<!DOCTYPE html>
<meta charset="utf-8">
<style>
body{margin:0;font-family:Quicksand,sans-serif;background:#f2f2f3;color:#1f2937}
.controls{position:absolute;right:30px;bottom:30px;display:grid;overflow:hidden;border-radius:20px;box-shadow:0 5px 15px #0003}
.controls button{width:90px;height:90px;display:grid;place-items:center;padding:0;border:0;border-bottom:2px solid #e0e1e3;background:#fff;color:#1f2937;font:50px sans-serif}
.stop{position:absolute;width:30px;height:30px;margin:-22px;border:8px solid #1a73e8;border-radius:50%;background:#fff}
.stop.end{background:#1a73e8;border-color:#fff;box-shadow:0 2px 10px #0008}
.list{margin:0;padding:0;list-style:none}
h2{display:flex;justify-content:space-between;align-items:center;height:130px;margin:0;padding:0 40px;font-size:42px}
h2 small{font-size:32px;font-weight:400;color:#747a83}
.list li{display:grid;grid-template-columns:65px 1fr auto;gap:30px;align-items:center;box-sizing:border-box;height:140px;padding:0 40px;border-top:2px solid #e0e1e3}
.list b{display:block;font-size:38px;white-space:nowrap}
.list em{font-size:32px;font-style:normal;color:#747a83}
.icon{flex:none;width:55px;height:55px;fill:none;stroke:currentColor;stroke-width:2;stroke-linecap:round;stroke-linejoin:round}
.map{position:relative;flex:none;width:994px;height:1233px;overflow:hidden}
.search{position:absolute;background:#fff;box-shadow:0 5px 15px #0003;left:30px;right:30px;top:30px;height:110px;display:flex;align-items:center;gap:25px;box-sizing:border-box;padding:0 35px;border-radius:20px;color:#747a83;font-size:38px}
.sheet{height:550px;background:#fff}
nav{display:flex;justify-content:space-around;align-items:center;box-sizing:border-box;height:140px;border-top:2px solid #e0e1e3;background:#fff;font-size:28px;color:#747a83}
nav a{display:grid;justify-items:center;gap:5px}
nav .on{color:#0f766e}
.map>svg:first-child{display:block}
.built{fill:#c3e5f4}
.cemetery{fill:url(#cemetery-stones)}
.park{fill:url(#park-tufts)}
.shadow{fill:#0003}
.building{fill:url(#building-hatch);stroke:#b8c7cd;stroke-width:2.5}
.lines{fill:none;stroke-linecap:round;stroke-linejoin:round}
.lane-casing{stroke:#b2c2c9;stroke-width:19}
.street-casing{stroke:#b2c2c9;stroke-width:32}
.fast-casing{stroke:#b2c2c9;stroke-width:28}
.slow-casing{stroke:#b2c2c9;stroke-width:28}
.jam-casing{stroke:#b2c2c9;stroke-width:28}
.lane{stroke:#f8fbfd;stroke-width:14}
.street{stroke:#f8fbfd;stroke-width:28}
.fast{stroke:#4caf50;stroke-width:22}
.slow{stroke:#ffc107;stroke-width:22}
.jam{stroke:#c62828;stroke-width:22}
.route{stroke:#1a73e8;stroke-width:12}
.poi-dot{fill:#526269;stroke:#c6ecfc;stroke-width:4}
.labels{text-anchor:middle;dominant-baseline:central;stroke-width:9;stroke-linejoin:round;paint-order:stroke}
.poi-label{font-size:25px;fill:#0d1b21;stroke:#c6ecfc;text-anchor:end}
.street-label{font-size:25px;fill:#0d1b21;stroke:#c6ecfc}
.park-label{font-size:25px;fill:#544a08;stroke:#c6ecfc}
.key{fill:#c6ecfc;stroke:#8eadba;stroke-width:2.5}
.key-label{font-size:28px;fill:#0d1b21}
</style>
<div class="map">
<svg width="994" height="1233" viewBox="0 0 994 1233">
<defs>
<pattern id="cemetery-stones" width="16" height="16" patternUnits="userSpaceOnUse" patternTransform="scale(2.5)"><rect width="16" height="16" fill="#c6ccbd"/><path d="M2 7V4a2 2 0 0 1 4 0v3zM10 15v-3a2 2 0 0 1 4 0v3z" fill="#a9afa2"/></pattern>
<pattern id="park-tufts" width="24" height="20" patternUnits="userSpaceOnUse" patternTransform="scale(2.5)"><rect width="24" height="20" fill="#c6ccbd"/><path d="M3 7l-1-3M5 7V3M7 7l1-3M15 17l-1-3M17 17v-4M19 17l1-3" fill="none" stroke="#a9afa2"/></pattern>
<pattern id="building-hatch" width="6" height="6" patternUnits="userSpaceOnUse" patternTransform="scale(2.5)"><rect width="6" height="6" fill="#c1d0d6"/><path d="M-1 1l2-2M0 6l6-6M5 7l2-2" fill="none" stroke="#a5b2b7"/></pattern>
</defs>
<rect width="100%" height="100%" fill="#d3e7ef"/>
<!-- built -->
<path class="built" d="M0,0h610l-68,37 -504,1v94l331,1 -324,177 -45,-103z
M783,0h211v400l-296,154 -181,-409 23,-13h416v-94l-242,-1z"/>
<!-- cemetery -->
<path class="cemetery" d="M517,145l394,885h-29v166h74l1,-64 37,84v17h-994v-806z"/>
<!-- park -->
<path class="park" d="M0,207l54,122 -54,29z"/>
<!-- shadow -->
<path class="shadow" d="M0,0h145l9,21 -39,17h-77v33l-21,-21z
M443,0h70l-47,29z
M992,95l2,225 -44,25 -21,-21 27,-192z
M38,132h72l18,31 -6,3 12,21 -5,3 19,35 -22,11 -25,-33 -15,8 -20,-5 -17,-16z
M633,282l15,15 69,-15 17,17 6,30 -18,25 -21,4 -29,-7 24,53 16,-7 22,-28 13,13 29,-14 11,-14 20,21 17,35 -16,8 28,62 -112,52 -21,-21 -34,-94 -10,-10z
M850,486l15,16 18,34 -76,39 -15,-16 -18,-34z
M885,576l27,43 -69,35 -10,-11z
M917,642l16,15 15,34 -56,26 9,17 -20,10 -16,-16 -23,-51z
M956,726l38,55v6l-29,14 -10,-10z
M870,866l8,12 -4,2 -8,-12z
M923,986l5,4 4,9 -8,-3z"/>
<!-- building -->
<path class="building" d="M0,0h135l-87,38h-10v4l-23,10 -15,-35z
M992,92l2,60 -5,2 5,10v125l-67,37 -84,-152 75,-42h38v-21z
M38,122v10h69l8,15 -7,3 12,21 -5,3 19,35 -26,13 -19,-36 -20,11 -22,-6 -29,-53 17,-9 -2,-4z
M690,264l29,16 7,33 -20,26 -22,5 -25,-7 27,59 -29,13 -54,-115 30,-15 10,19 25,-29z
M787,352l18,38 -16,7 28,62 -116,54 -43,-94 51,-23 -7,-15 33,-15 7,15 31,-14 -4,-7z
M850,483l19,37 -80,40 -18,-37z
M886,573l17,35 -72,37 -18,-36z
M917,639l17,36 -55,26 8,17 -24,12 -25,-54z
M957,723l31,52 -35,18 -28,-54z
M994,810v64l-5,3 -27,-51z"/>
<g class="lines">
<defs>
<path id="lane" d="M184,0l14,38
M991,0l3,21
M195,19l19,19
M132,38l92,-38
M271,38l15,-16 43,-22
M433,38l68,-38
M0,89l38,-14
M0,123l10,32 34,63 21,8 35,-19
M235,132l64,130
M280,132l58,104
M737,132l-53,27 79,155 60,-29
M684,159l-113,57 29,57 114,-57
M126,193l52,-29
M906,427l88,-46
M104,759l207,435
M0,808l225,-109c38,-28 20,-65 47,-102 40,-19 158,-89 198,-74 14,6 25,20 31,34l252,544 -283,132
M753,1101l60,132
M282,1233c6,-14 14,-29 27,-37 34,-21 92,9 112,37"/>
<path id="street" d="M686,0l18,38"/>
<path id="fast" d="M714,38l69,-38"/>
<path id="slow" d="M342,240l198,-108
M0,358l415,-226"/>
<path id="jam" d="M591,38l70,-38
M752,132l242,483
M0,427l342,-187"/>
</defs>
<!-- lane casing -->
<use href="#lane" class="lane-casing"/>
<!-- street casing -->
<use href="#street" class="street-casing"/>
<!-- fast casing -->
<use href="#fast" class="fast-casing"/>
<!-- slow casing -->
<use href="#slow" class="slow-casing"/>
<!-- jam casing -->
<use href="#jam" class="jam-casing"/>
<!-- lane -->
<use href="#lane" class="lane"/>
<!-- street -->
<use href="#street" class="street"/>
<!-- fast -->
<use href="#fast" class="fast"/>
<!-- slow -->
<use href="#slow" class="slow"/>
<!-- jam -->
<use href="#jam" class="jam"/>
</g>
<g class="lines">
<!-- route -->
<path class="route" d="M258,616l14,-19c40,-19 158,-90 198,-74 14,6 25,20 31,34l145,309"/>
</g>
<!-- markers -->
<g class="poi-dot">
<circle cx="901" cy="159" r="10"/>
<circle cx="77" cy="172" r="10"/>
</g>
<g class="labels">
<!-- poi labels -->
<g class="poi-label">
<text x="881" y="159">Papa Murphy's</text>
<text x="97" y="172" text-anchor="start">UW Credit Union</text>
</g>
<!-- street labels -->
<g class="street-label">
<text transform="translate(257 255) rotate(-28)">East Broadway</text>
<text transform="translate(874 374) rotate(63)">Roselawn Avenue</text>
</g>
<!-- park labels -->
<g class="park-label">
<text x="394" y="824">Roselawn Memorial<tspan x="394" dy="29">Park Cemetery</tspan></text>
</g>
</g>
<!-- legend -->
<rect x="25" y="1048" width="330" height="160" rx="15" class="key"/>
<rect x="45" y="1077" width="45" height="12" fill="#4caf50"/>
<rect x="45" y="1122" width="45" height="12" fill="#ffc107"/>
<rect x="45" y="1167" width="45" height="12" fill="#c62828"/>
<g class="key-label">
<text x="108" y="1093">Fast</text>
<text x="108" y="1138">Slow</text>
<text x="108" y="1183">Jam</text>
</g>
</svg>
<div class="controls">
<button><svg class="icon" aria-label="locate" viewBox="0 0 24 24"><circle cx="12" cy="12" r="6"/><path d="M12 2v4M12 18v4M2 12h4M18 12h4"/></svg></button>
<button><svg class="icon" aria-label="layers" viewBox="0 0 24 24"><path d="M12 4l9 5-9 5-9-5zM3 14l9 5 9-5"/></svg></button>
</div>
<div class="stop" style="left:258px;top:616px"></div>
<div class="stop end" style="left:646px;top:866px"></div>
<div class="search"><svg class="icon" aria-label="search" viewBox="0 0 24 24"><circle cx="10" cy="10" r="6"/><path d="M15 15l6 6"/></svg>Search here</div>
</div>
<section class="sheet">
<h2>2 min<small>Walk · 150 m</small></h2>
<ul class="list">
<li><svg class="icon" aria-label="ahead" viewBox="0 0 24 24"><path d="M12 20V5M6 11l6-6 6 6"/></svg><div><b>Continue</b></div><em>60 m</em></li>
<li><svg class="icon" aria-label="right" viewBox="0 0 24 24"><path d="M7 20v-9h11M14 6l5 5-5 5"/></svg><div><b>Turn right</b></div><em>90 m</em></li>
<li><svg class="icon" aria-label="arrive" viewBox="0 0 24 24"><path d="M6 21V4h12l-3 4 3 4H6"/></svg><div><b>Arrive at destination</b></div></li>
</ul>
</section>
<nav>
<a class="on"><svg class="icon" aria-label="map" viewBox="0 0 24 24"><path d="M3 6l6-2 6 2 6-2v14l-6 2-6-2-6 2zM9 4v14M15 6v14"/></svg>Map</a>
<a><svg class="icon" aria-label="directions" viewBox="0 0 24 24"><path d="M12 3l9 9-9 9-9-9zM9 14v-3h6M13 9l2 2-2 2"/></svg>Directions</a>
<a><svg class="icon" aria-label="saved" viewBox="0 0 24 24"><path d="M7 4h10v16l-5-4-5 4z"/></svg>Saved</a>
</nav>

** PROBLEM TO WORK ON **
Scan the data above for the string "linejoin". Copy every line in which it appears.

** THE ANSWER **
.icon{flex:none;width:55px;height:55px;fill:none;stroke:currentColor;stroke-width:2;stroke-linecap:round;stroke-linejoin:round}
.lines{fill:none;stroke-linecap:round;stroke-linejoin:round}
.labels{text-anchor:middle;dominant-baseline:central;stroke-width:9;stroke-linejoin:round;paint-order:stroke}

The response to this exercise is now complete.